Zanu-PF, he said, is a party of peace, whose policies are good enough to win it any election without violence.
“We in Zanu-PF must renounce violence. We must reject it, we don’t need it in the party; our progressive ideas are the tools that will always win us elections. We have better thinking than everyone else. Why should you be afraid of MDC? You show them clean girls and you defeat them in a day!  We are a party of the people, they are a party for women,” he said, to a round of applause.

He castigated Europe and America for their continued intrusion in African affairs, particularly the war they waged to unseat and finally murder Libyan leader, Colonel Muammar Gaddafi recently. Libya is now rubble, a ruined and broken country taken more than 40 years back in terms of development, said President Mugabe.
“We cannot be indifferent to this turn of history.  It challenges our sacrifices, the sacrifices we made in the liberation struggle.  We have to take note and take a stance of a continent of Africa.  We failed to have a plan to help Libya.  We just said ‘things will sort themselves out’, yet people were being killed.  Today it is strife all the time,” he said, reiterating that rich developing countries like

Zimbabwe are in permanent danger of western aggression.
The Arab Spring, said President Mugabe, has provided a lesson that imperialism cannot be appeased, pointing out that Col Gaddafi took responsibility for the 1988 Lockerbie bombing, welcomed the likes of former British Prime Minister Tony Blair to Tripoli, opened up the Libyan armed forces to the west and “in a naïve way” the late Col Gaddafi invested billions of his country’s oil wealth in Europe and the USA.

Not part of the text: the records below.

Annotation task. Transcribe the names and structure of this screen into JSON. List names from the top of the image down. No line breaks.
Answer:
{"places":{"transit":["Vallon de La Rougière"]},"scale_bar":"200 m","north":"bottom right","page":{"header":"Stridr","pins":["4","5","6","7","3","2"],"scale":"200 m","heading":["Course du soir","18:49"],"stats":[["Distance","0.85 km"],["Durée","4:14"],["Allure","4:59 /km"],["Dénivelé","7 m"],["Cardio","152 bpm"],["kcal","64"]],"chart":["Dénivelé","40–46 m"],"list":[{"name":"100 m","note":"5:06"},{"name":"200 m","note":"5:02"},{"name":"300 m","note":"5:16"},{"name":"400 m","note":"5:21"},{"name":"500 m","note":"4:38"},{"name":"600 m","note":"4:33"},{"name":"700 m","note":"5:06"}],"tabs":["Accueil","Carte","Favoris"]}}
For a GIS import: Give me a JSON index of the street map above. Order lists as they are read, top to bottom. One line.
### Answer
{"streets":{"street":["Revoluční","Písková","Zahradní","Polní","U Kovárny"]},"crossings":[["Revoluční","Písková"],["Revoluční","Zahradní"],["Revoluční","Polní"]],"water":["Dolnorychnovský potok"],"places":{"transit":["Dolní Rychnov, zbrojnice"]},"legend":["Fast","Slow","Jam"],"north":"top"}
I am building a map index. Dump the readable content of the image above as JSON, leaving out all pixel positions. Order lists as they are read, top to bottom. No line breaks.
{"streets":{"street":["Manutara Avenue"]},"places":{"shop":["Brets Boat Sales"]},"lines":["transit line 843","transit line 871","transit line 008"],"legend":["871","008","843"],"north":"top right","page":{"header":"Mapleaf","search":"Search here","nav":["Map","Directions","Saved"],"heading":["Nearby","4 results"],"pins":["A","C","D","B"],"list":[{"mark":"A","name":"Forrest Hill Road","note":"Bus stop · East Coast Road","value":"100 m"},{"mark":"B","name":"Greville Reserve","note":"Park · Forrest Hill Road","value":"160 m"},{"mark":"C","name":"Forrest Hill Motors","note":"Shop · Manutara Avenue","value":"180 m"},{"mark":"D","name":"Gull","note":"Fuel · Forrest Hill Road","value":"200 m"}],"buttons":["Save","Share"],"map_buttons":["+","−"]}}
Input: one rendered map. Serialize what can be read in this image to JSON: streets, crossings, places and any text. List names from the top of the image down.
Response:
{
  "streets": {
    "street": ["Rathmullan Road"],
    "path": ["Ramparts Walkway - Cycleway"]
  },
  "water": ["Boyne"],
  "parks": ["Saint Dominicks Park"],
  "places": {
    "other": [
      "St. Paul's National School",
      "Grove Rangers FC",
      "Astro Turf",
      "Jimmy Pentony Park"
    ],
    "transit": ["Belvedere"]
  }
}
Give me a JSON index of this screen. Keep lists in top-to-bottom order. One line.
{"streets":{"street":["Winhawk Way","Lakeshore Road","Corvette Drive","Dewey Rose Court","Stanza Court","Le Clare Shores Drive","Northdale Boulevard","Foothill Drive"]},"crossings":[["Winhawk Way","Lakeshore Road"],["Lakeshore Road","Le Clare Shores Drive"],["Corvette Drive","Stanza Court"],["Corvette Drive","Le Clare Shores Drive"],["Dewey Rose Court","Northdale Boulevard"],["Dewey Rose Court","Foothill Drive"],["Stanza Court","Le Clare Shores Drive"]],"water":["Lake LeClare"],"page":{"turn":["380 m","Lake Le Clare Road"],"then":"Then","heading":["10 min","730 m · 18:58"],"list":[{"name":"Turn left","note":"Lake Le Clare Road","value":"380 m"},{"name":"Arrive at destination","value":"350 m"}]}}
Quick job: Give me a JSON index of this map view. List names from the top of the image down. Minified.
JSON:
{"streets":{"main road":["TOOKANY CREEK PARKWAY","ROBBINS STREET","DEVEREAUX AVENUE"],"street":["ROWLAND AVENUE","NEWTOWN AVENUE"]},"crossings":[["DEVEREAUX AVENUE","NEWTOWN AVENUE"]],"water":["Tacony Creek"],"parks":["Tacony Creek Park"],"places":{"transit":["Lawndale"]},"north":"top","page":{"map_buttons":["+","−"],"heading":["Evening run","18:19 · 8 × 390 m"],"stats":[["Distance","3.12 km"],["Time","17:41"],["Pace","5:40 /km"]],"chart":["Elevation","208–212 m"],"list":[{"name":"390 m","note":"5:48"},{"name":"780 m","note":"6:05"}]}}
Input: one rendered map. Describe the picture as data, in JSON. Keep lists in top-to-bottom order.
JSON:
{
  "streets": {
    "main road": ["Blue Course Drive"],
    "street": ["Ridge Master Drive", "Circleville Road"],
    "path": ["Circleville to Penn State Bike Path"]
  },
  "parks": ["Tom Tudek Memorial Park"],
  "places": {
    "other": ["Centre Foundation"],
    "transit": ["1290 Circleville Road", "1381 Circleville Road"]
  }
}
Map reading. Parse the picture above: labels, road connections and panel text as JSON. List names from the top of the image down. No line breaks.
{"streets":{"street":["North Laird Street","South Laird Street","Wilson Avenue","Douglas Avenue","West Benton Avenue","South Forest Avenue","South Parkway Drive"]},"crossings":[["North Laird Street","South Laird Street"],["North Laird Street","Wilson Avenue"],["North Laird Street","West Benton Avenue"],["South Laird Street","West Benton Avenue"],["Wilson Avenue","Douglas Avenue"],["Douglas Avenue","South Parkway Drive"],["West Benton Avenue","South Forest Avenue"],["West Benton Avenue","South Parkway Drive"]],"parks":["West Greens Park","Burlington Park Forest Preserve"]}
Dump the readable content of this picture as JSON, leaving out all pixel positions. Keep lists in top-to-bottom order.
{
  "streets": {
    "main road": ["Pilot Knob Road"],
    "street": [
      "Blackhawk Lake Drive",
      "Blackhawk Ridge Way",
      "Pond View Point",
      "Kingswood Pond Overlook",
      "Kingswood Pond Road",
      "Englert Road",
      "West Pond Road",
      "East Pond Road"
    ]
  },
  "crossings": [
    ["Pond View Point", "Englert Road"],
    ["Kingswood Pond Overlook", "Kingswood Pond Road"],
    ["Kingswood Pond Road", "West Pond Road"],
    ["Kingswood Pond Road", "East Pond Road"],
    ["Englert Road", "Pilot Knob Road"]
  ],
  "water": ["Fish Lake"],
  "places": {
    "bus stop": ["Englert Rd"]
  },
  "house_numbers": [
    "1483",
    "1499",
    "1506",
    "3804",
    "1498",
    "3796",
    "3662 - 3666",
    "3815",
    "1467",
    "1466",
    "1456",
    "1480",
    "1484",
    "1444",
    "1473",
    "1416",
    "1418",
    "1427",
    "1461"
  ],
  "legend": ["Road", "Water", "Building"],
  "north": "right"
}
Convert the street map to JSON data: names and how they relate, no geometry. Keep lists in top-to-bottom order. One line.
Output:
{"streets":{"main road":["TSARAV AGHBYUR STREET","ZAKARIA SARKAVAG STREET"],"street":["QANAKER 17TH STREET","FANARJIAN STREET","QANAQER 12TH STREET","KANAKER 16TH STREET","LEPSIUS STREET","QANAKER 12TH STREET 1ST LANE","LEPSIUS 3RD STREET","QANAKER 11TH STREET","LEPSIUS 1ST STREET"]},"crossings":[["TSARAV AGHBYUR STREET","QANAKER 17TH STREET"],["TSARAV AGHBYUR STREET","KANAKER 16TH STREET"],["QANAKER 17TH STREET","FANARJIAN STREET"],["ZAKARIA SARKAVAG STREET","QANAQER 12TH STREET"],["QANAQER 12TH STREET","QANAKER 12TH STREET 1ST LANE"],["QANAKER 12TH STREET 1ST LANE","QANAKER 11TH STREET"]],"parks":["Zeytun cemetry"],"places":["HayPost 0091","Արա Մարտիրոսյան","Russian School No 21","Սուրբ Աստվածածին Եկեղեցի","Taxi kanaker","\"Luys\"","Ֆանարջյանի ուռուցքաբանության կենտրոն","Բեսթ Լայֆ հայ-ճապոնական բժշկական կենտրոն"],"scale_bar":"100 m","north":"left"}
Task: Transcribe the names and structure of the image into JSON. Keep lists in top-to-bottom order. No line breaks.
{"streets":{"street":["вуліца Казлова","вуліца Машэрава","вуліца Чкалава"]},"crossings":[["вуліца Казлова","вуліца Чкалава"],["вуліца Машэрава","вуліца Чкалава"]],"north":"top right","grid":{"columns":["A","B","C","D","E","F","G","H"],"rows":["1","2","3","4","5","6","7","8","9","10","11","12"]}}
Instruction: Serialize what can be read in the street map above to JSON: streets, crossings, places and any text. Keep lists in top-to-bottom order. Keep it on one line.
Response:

He said: “He thought he was making friends, allowing the MI6 and the SAS (UK Special Air Service) to come to Libya.  So they started their surveillance, so when it came to attacking Libya, they knew the strong points and Libya fell easily.  Zvimwe zvaiita sekuti haana ruzivo, aifurirwa nevana vake (Gaddafi acted naively).  Zvino mukanzwa zvonzi (If  you hear that) President Mugabe has invited Blair to come to this country, iye Blair,  you know kuti maparara (that you are in trouble).”

The President said Col Gaddafi did not invest much of his country’s petrodollars in Africa, but merely donated camels to some countries.
“We have got four camels at the farm. No real investment. We will remember him with the camels. But he was an African leader. We are unhappy with the manner he died.”

He called for unity in Zanu-PF, saying pictures of him being displayed at a photographic exhibition being held in his honour and running concurrently with the conference show that he worked well with fellow cadres from different parts of the country and tribes during the liberation struggle. Such unity, he said, must continue in the party.

Zanu-PF, said the President, would continue building strong alliances with sister parties in Africa. He thanked the African National Congress of South Africa, Frelimo of Mozambique, Swapo of Namibia, Chama Chamapinduzi of Tanzania, Botswana Democratic Party, MPLA of Angola and the Patriotic Front of Zambia for attending the conference.